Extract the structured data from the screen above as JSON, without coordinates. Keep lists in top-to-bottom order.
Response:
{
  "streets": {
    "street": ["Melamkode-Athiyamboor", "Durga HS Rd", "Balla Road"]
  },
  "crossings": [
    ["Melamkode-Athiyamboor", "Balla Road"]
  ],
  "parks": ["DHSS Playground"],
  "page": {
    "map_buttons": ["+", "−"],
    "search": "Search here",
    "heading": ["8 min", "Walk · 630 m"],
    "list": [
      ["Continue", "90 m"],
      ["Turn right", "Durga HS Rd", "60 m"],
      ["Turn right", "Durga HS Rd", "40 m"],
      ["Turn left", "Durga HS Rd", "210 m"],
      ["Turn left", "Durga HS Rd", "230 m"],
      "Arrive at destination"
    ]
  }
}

—————

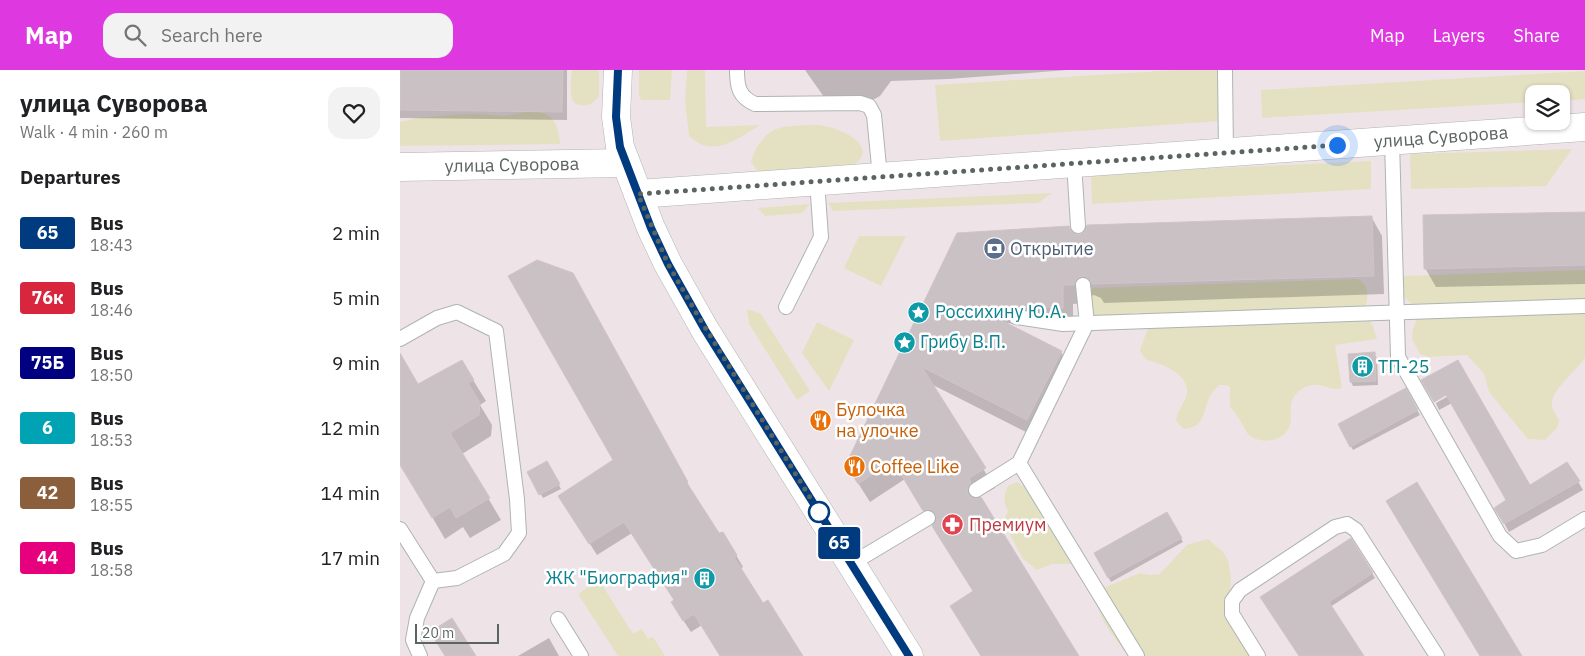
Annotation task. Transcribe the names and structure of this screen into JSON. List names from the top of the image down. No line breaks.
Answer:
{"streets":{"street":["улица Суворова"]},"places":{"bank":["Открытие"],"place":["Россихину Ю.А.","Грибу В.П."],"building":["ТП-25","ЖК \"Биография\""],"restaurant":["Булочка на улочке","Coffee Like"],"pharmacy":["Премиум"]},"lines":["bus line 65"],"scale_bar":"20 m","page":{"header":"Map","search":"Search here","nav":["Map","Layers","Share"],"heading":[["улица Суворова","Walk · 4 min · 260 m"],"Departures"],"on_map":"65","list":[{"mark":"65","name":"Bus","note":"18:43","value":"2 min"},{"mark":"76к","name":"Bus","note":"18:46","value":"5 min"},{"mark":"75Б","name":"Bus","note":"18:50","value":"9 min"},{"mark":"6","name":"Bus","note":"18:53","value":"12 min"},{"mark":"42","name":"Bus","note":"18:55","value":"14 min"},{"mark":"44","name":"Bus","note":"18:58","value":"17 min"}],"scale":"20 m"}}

—————

**Your goal**. Filter the records above and copy every line that contains the word "from".

**Exercise response**.
Extract the structured data from the screen above as JSON, without coordinates. Keep lists in top-to-bottom order.
Annotation task. Transcribe the names and structure of this screen into JSON. List names from the top of the image down. No line breaks.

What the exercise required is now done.